Imagine you’re a freshman entering Stav for dinner during your first full week of classes. You can’t remember the name of one of the people joining your group for dinner, you accidentally called your advisor “Mom” this morning, and you’re putting off your first load of college laundry because you’ve only heard horror stories — or you’ve never done your own laundry before. Either way, you manage to get food on your plate and in your stomach without any major mishaps. You even have good conversations with the people at your table: your roommate, someone they met in class last week, the people who live across the hall from you, and someone from your SOAR group. Feeling emboldened and ready to face the dingy laundry room, you stand up from the table and begin your descent down the Stav stairs. You’ve even mastered the art of putting your cup and cutlery on your plate before you get to the dish return to make the process smoother.
Then, it happens. Some invisible force acts upon your cup, and it launches off the side of your plate. Time slows as you watch it clatter step-by-step down the staircase. The vaulted ceilings somehow amplify the sound it makes while it tumbles — almost as if you’re in an echoey cave and not a dining hall that looks a bit like Hogwarts’ Great Hall. It’s all you can do to follow sheepishly behind your cup, rushing to stop its cacophony would only put you at risk of propelling some other piece of kitchenware down the stairs.

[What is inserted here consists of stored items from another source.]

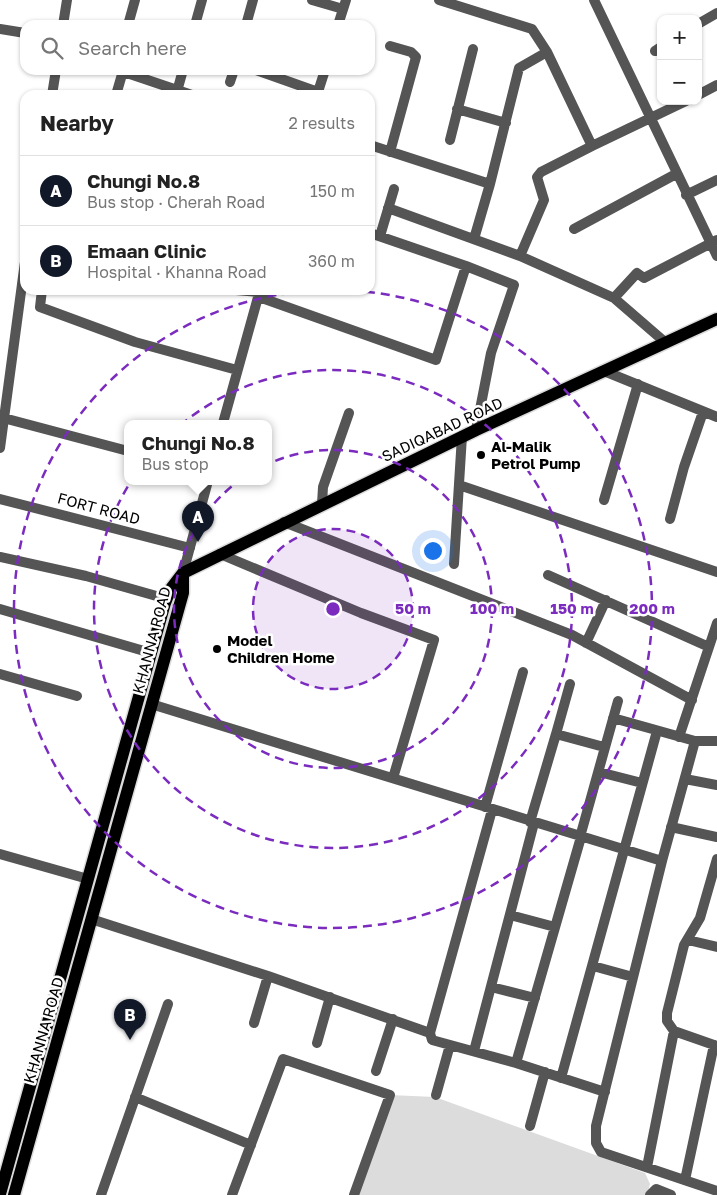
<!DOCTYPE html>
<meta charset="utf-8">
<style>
:root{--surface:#fff;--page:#f2f2f2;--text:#222;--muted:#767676;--line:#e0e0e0;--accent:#111827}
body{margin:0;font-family:"Golos Text",sans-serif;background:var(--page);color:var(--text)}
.controls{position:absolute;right:15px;top:15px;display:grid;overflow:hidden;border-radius:10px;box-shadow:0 1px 4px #0004}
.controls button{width:45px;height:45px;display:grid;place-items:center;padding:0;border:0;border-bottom:1px solid var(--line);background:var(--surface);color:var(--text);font:25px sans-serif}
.you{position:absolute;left:432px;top:550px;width:18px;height:18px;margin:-12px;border:4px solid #fff;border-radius:50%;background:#1a73e8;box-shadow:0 0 0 8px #1a73e833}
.badge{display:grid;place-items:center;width:32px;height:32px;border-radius:50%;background:var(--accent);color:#fff;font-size:16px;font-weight:700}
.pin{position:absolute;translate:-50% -41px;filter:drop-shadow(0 1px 2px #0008)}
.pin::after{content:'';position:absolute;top:26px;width:18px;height:15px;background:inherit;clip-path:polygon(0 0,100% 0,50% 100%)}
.popup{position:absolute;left:124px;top:420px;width:148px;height:65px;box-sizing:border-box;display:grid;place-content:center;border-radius:10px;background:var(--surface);filter:drop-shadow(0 1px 4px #0005);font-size:16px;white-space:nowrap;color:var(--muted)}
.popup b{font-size:19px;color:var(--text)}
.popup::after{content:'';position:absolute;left:50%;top:100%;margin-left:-10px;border:10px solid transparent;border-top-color:var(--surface)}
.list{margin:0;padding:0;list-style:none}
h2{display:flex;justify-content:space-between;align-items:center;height:65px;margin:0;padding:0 20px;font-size:21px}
h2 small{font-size:16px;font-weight:400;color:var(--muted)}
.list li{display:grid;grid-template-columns:32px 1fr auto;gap:15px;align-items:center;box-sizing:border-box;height:70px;padding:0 20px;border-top:1px solid var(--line)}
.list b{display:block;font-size:19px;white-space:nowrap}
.list p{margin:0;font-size:16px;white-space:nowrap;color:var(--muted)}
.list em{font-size:16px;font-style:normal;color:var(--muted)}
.icon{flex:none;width:28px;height:28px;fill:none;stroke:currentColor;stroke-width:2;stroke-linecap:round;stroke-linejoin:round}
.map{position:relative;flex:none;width:717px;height:1195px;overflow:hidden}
.search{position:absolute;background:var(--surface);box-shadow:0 1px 4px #0004;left:20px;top:20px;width:355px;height:55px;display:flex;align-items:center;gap:12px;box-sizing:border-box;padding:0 18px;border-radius:15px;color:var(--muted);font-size:19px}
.panel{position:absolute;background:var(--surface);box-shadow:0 1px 4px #0004;left:20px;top:90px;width:355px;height:205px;border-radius:15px}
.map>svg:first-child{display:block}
.green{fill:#dcdcdc}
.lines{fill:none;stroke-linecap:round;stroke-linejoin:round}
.major-casing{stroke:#dbdbdb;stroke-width:15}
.minor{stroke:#555;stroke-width:10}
.major{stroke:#000;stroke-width:12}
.ring{fill:none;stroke:#7b2cbf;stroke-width:2.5;stroke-dasharray:9 6}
.poi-dot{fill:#000;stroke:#fff;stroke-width:2}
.labels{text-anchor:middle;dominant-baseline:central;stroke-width:5;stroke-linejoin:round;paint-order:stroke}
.street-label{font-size:15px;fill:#000;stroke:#fff}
.poi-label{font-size:15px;font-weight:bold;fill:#000;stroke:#fff;text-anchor:start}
.centre{fill:#7b2cbf;stroke:#fff;stroke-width:2.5}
.ring-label{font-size:15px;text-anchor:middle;font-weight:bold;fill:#7b2cbf;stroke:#fff;stroke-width:5;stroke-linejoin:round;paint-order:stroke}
</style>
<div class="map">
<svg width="717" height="1195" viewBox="0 0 717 1195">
<rect width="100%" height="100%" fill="#fff"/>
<path class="green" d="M390 1095 435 1097 645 1173 650 1184 647 1195H354Z"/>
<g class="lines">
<g class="major-casing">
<path id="major" d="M0 1194 165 603 170 590 183 573 476 430 717 319
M14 1195 183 593V573"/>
</g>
<path class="minor" d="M312 0 343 9
M439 0 532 29 547 52 592 146 541 172 537 177 544 200 520 256
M594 0 717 256
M698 24 717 13
M63 25 67 0
M128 25 135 0
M195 25 202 0
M246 25 253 0
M338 25 346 0
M0 29 25 33
M655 51 661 47
M118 70 192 95
M256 70 318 92
M230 82 234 70
M52 95 56 70
M116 95 123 71
M176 95 183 70
M317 95 325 70
M698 95 717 85
M457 109 506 123
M450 140 473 49
M370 145 490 184
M592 146 686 101
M390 152 416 57 411 52 390 46
M686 195 717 180
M388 208 520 256 614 298 666 343
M574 229 676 174
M370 233 466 266 514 285 491 353 476 430
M380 236 394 189
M474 239 490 184 519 68 547 52
M42 290 40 307 135 342 237 370
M236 290 260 292
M259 297 436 360 466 266
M614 298 637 273 644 278 717 240
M604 371 717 417
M0 417 128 451
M223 423 260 290
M0 448 25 262
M459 485 717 572
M0 499 190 548
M604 500 638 384
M322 504 323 487 349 413
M670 519 684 467 703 412
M284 522 572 635 692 700
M220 554 361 613 434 640 393 778
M0 557 86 576 167 599
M454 564 462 436
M183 573 208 481
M548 575 709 647
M0 609 151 653
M586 643 606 600
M0 674 77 696
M151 704 662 861 695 741H717
M613 718 695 741
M556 734 570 684
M679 737 717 623
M599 772 642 783
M685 779 717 785
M485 807 523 672
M530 822 556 734 604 747
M671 827 717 837
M580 837 618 701
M0 854 88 879
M662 861 596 1126V1143L601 1152 717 1191
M510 915 555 927
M91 919 268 976 430 1033 432 1040 516 1063 605 1092
M688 940 717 947
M593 966 633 977
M491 987 535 998
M254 1023 268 976
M674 1031 717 1046
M430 1033 492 810
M317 1043 330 997
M474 1051 534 823
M516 1063 581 837
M376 1071 393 1019
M561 1078 657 731
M436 1095 450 1045
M135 1097 251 1145
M530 1126 545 1072
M647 1167 674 1031 667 1021V1013L684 945 700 918 717 859
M685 1180 714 1045
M101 1195 168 1004
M232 1195 283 1059 390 1095 354 1195
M650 1195 656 1189 671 1195"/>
<use href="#major" class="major"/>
</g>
<circle cx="333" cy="609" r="80" fill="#7b2cbf" fill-opacity=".12"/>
<g class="ring">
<circle cx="333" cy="609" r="80"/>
<circle cx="333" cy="609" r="159"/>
<circle cx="333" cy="609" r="239"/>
<path d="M336 290A319 319 0 1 1 330 290"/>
</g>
<g class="poi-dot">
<circle cx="481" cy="455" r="5"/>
<circle cx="217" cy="649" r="5"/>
</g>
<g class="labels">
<g class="street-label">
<text transform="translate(442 429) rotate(-25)">SADIQABAD ROAD</text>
<text transform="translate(99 508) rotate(15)">FORT ROAD</text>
<text transform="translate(151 640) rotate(-75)">KHANNA ROAD</text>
<text transform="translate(43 1030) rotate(-74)">KHANNA ROAD</text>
</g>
<g class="poi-label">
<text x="491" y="446">Al-Malik<tspan x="491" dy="17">Petrol Pump</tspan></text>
<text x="227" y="640">Model<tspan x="227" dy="17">Children Home</tspan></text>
</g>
</g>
<circle cx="333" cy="609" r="8" class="centre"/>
<g class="ring-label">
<text x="413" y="614">50 m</text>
<text x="492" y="614">100 m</text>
<text x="572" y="614">150 m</text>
<text x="652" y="614">200 m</text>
</g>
</svg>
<div class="controls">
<button>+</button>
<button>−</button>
</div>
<div class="you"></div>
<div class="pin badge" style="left:198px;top:542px">A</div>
<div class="popup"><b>Chungi No.8</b>Bus stop</div>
<div class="pin badge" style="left:130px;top:1040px">B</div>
<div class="search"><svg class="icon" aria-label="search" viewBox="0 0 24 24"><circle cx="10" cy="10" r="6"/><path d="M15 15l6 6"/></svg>Search here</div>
<section class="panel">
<h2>Nearby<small>2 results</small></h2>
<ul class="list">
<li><span class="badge">A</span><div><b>Chungi No.8</b><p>Bus stop · Cherah Road</p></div><em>150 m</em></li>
<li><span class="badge">B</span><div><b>Emaan Clinic</b><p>Hospital · Khanna Road</p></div><em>360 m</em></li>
</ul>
</section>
</div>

As if dropping your cup down a set of stairs in front of your new friends wasn’t enough, the very moment it stops rolling, someone in the sea of eating students starts clapping. Another person joins, and then another. Until seemingly every student in the dining hall is clapping. The applause couldn’t possibly be for you, could it?
You know how professors sometimes put content on a study guide that’s harder than what they’ll actually test you on, so you’re more prepared than you need to be? It doesn’t always work out, but that’s a conversation for a different article. The point is, we don’t need life at St. Olaf to be harder than life beyond the Hill. When someone drops something in public, outside of the microcosm of Stav Hall, people don’t clap. Because it’s odd. More than that, it’s embarrassing.
We are a campus of students who will spend the extra energy to hold the door open for the person behind them, yet we mock people for dropping cups, forks, and spoons. Are we so intent on perfection that the smallest slip-up yields public humiliation? Every Ole is juggling three commitments too many. From where I sit, there’s simply no need for Stav applause to remain a pillar of our community.